A team of scientists at Delft University of Technology in the Netherlands have developed a technology that uses chlorine atoms to read and write data, enabling extremely dense storage to be constructed. The prototype device can store just a single kilobyte of data, but if it was scaled up to one square centimeter, it would have a capacity of 10 terabytes.
Nature published an article on the research, which explains the technology with the help of Delft physicist Sander Otte, the lead author of the study. Otte characterized the device as “by far the largest assembly on an atomic scale that’s ever been created,” adding “it outperforms state-of-the-art hard disk drives by orders of magnitude in data capacity.”

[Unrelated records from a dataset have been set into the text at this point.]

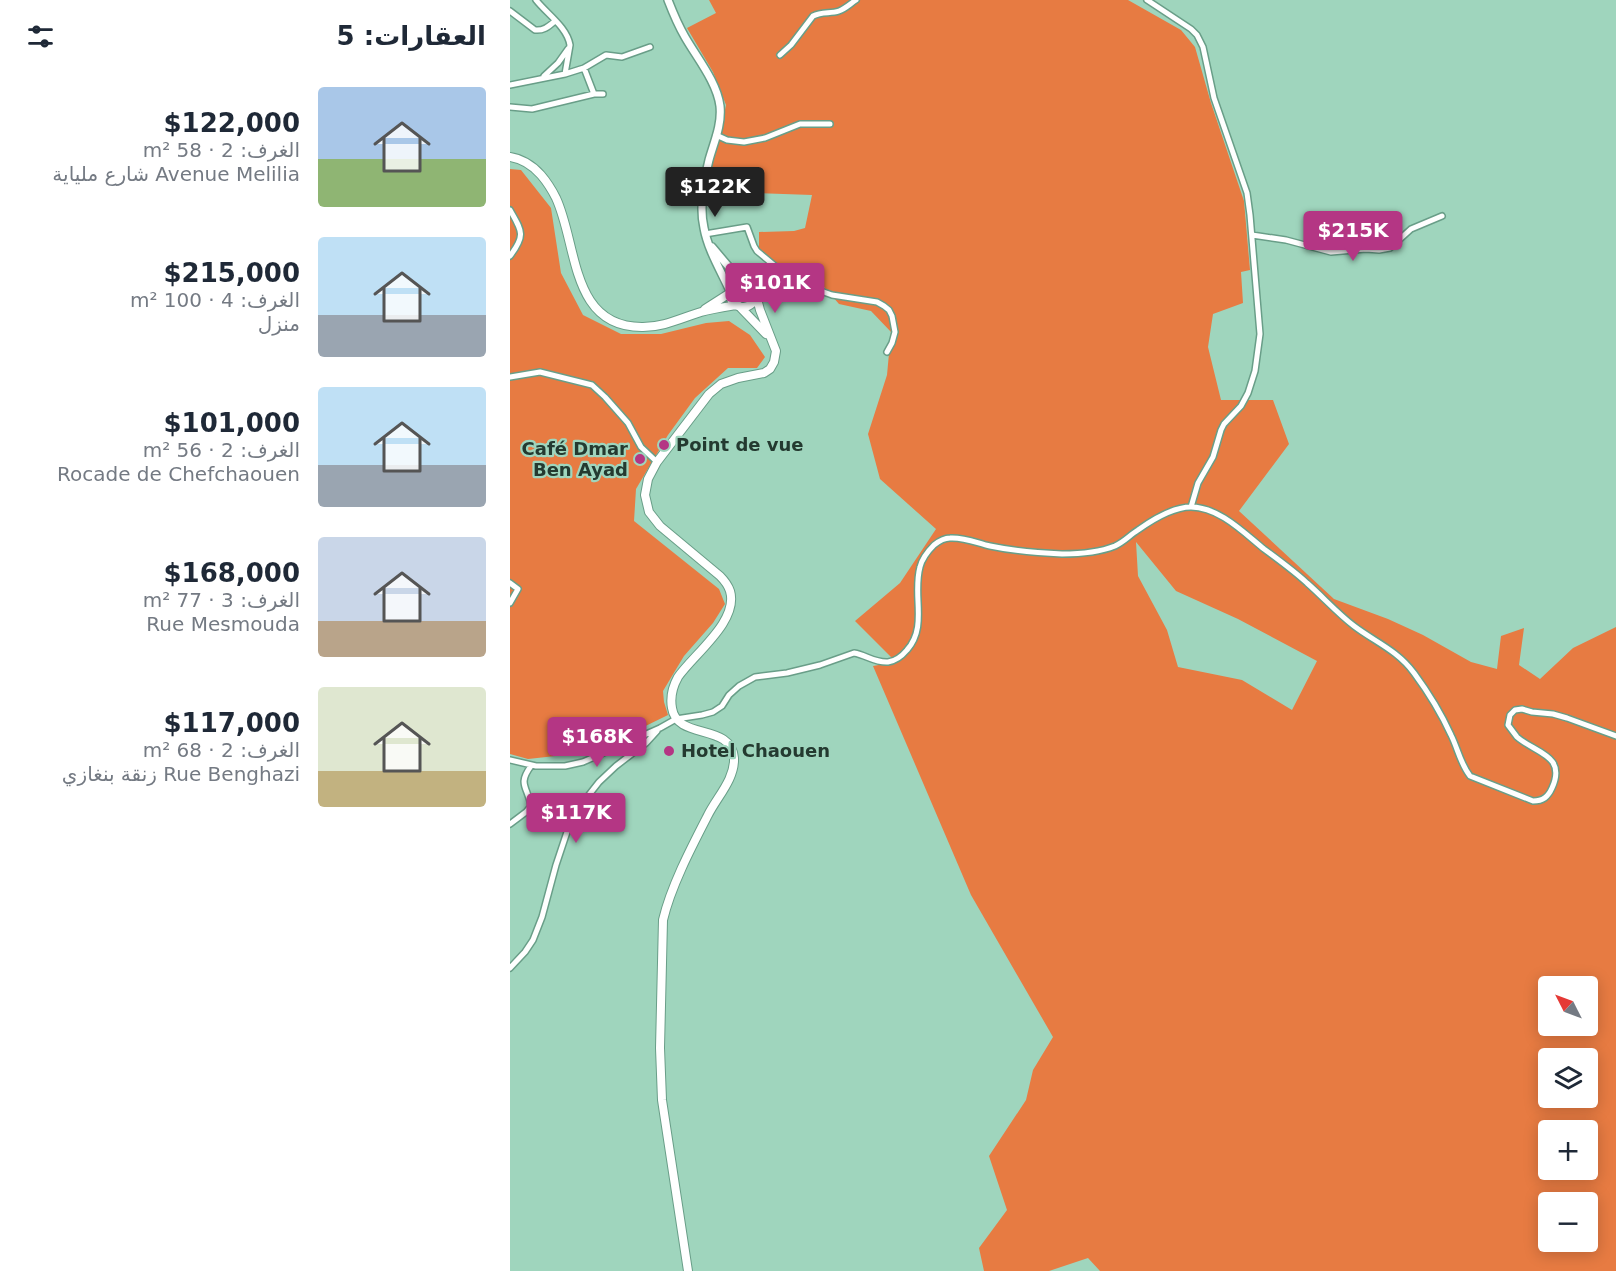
<!DOCTYPE html>
<html lang="ar">
<meta charset="utf-8">
<style>
:root{--surface:#fff;--page:#f6f6f7;--text:#1f2937;--muted:#747a83;--accent:#b43684}
body{margin:0;font-family:"DejaVu Sans","Noto Sans Arabic",sans-serif;background:var(--page);color:var(--text);direction:rtl;height:100vh;display:flex;flex-direction:column;font-size:22px;white-space:nowrap}
*{box-sizing:border-box;margin:0}
p{font-size:20px;color:var(--muted)}
.icon{flex:none;width:33px;height:33px;fill:none;stroke:currentColor;stroke-width:2;stroke-linecap:round;stroke-linejoin:round}
.map{position:relative;flex:1;overflow:hidden;direction:ltr}
.sheet{display:flex;flex-direction:column;background:var(--surface);width:510px}
.sheet>*{flex:none}
.needle{width:39px;rotate:312deg}
.fabs{position:absolute;left:1028px;top:976px;display:grid;gap:12px}
.fabs a{display:grid;place-items:center;width:60px;height:60px;border-radius:6px;background:var(--surface);box-shadow:0 3px 15px #0003;font-size:30px}
.price{position:absolute;translate:-50% -51px;padding:0 14px;border-radius:6px;background:var(--accent);color:#fff;font-size:20px;line-height:39px;filter:drop-shadow(0 2px 3px #0008)}
.price::after{content:'';position:absolute;left:50%;top:36px;width:18px;height:14px;margin-left:-9px;background:inherit;clip-path:polygon(0 0,100% 0,50% 100%)}
.price.on{background:#222;color:#fff}
ul{padding:0;list-style:none}
li{display:flex;align-items:center;gap:18px;height:150px;padding:0 24px}
li span{display:grid;place-items:center;flex:none;width:168px;height:120px;border-radius:6px;color:#555}
li>.icon{margin-inline-start:auto}
span .icon{width:72px;height:72px;fill:#fffc;stroke-width:1}
li b{font-size:26px}
h2{display:flex;justify-content:space-between;align-items:center;height:72px;padding:0 24px;font-size:26px}
main{display:flex;flex:1;min-height:0}
.map>svg:first-child{display:block}
.green{fill:#e77b42;fill-rule:evenodd}
.lines{fill:none;stroke-linecap:round;stroke-linejoin:round}
.minor-casing{stroke:#699e88;stroke-width:8}
.tertiary-casing{stroke:#699e88;stroke-width:10}
.secondary-casing{stroke:#699e88;stroke-width:10}
.minor{stroke:#fff;stroke-width:5}
.tertiary{stroke:#fff;stroke-width:7}
.secondary{stroke:#fff;stroke-width:8}
.poi-dot{fill:#b43684;stroke:#9fd5bd;stroke-width:2}
.labels{text-anchor:middle;stroke-width:4.5;stroke-linejoin:round;paint-order:stroke}
.poi-label{font-size:18px;font-weight:bold;fill:#243a30;stroke:#9fd5bd;text-anchor:start}
</style>
<main>
<div class="map">
<svg width="1106" height="1271" viewBox="0 0 1106 1271">
<rect width="100%" height="100%" fill="#9fd5bd"/>
<path class="green" d="M199,0H618L671,30L685,47L701,103L734,201L740,270L731,272L733,303L703,314L698,347L711,400H763L779,444L729,511L824,599L878,619L913,635L961,662L987,669L991,636L1014,628L1009,665L1030,679L1063,648L1106,627V1271H590L578,1258L539,1271H474L469,1248L497,1210L479,1156L516,1100L523,1070L543,1037L461,895L363,666L386,662L345,621L390,583L426,529L370,479L358,434L377,375L381,332L361,311L329,304L314,287L282,279L249,248V232L284,231L295,228L302,195L246,193L247,185H196L208,143L216,105L203,72L177,28L206,13ZM626,542L666,591L728,619L807,661L782,710L732,680L668,667L657,630L628,576ZM1038,987H1077V1026H1038ZM1038,1059H1077V1098H1038ZM1038,1131H1077V1170H1038ZM1038,1203H1077V1242H1038Z
M0,169L11,170L41,208L51,273L73,315L111,334H151L196,323L219,321L240,335L255,357L247,368H218L185,398L158,435L126,489L124,521L209,589L215,604L203,623L174,656L153,691L154,702L158,715L111,738L73,753L18,759L0,754Z"/>
<g class="lines">
<g class="minor-casing">
<path id="minor" d="M26,0C37,14 57,27 60,45L55,74L74,68L96,55L112,57L140,47
M637,0L681,29L687,35L693,47L704,98L737,193L740,215L750,334L745,371L738,393L731,406L714,424L711,430L703,457L688,483L681,507
M0,11L25,30C34,31 39,26 45,21
M270,55L281,45L303,16C312,11 320,14 329,11C335,9 340,4 346,0
M74,68L84,94
M34,76L48,63L58,49
M0,85L55,74
M0,107L22,109L84,94H93
M206,135L217,140L234,142L255,138L290,124H320
M0,210C12,231 16,235 0,256
M195,234L237,227L244,246L247,251L283,281L322,295L367,302L374,306L379,310L382,316L385,332L382,343L377,352
M742,235L776,240L821,252L856,249L869,250L880,248L901,229L932,216
M0,377L30,372L82,385L95,397L118,423L131,447L147,462
M0,583L8,589L0,603
M0,760L26,766H55L73,762L150,728L166,719L192,715L203,712L212,706L219,695L229,686L245,677L277,673L310,665L344,653C356,655 365,663 378,662C386,661 392,656 397,650C418,626 402,596 410,567C412,559 418,551 424,545C429,541 434,538 440,538C454,537 467,543 480,546C504,551 528,553 552,554C569,554 590,552 605,546C614,542 620,535 628,530C642,520 663,507 681,507C709,507 734,533 754,549C769,560 784,571 797,583C813,597 827,613 844,626C865,642 887,650 904,673C918,692 931,713 941,735C948,749 950,763 960,776L1023,801C1033,801 1038,797 1042,788C1057,755 1025,753 1007,737C1004,733 1001,729 998,725L1000,715L1005,710L1012,709L1022,712L1043,714L1057,718L1106,736
M0,824L16,812L21,806C18,787 7,785 21,766
M0,968L15,952L23,940L32,917L46,865L60,823L71,805L89,782L106,766L136,743L147,731"/>
</g>
<g class="tertiary-casing">
<path id="tertiary" d="M158,0C163,13 168,25 175,37C187,58 207,82 210,106C212,125 204,142 199,160C194,180 189,207 194,228C198,250 211,271 220,291
M202,247L218,266L235,281"/>
</g>
<g class="secondary-casing">
<path id="secondary" d="M0,157C13,159 23,166 31,175C37,182 42,190 46,198C68,245 60,328 133,327C154,327 171,318 191,312C202,309 215,307 227,305
M220 294a13 13 0 1 1 26 0a13 13 0 1 1-26 0Z
M229,306L256,334
M195,309L220,293
M178,1271L152,1100L150,1048L153,920C161,886 182,846 198,815C207,797 225,779 224,758C221,722 167,741 162,708C160,697 163,686 168,677C184,654 229,621 220,591C218,585 214,580 210,576L150,526L139,512L135,495L138,479L147,462L199,394L211,384L228,378L254,373L260,369L264,362L266,351L250,310L246,295"/>
</g>
<use href="#minor" class="minor"/>
<use href="#tertiary" class="tertiary"/>
<use href="#secondary" class="secondary"/>
</g>
<g class="poi-dot">
<circle cx="154" cy="445" r="6"/>
<circle cx="130" cy="459" r="6"/>
<circle cx="159" cy="751" r="6"/>
</g>
<g class="labels">
<g class="poi-label">
<text x="166" y="451">Point de vue</text>
<text x="118" y="455" text-anchor="end">Café Dmar<tspan x="118" dy="21">Ben Ayad</tspan></text>
<text x="171" y="757">Hotel Chaouen</text>
</g>
</g>
</svg>
<div class="fabs">
<a><svg class="needle" viewBox="-14 -14 28 28"><path d="M0-13l5 13h-10z" fill="#e53935"/><path d="M0 13l5-13h-10z" fill="#747a83"/></svg></a>
<a><svg class="icon" aria-label="layers" viewBox="0 0 24 24"><path d="M12 4l9 5-9 5-9-5zM3 14l9 5 9-5"/></svg></a>
<a>+</a>
<a>−</a>
</div>
<b class="price on" style="left:205px;top:218px">$122K</b>
<b class="price" style="left:843px;top:262px">$215K</b>
<b class="price" style="left:265px;top:314px">$101K</b>
<b class="price" style="left:87px;top:768px">$168K</b>
<b class="price" style="left:66px;top:844px">$117K</b>
</div>
<section class="sheet">
<h2>العقارات: 5<svg class="icon" aria-label="filters" viewBox="0 0 24 24"><path d="M4 7h16M4 17h16"/><circle cx="9" cy="7" r="2"/><circle cx="15" cy="17" r="2"/></svg></h2>
<ul>
<li><span style="background:linear-gradient(#a9c7e8 60%,#8fb573 0)"><svg class="icon" aria-label="home" viewBox="0 0 24 24"><path d="M3 11l9-7 9 7M6 9v11h12V9"/></svg></span><div><b>$122,000</b><p>الغرف: 2 · 58 m²</p><p>Avenue Melilia شارع ملياية</p></div></li>
<li><span style="background:linear-gradient(#bfe0f5 65%,#9aa5b1 0)"><svg class="icon" aria-label="home" viewBox="0 0 24 24"><path d="M3 11l9-7 9 7M6 9v11h12V9"/></svg></span><div><b>$215,000</b><p>الغرف: 4 · 100 m²</p><p>منزل</p></div></li>
<li><span style="background:linear-gradient(#bfe0f5 65%,#9aa5b1 0)"><svg class="icon" aria-label="home" viewBox="0 0 24 24"><path d="M3 11l9-7 9 7M6 9v11h12V9"/></svg></span><div><b>$101,000</b><p>الغرف: 2 · 56 m²</p><p>Rocade de Chefchaouen</p></div></li>
<li><span style="background:linear-gradient(#c9d6e8 70%,#b9a48a 0)"><svg class="icon" aria-label="home" viewBox="0 0 24 24"><path d="M3 11l9-7 9 7M6 9v11h12V9"/></svg></span><div><b>$168,000</b><p>الغرف: 3 · 77 m²</p><p>Rue Mesmouda</p></div></li>
<li><span style="background:linear-gradient(#dfe7d0 70%,#c2b280 0)"><svg class="icon" aria-label="home" viewBox="0 0 24 24"><path d="M3 11l9-7 9 7M6 9v11h12V9"/></svg></span><div><b>$117,000</b><p>الغرف: 2 · 68 m²</p><p>Rue Benghazi زنقة بنغازي</p></div></li>
</ul>
</section>
</main>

The technology is based on a rather simple set-up: chlorine atoms are arranged into square grids on a copper surface. A bit is essentially made up of two slots on the surface. The presence of a chlorine atom in one of the two slots indicates a “1,” while two empty slots indicate a “0.” The tricky part is manipulating the chlorine atoms, which is done with a scanning tunneling microscope that includes a sharp needle to probe the atoms and move them from one slot to another.
Source: Delft University of Technology
This is not exactly high bandwidth storage though. Even though the scientists have added a technique to optimize accessing the bit patterns, according to the Nature article, the process takes “a few hours to read or write.”
The other big drawback is that the device must be kept extremely cold, -196C (-321F) to be specific, which requires the use of liquid nitrogen as a coolant. As inconvenient as that is, it’s warmer and less expensive than some previous attempts at atomic storage, which relied on liquid helium as a coolant.
Setting aside the performance and cooling issues, the researchers said that if the they could scale their atomic grids into three dimensions, the storage densities would become even more attractive. According to them, a 3D configuration could provide hundreds of terabytes of data in a device the size of a grain of sand, enough to house the entire contents of the US Library of Congress.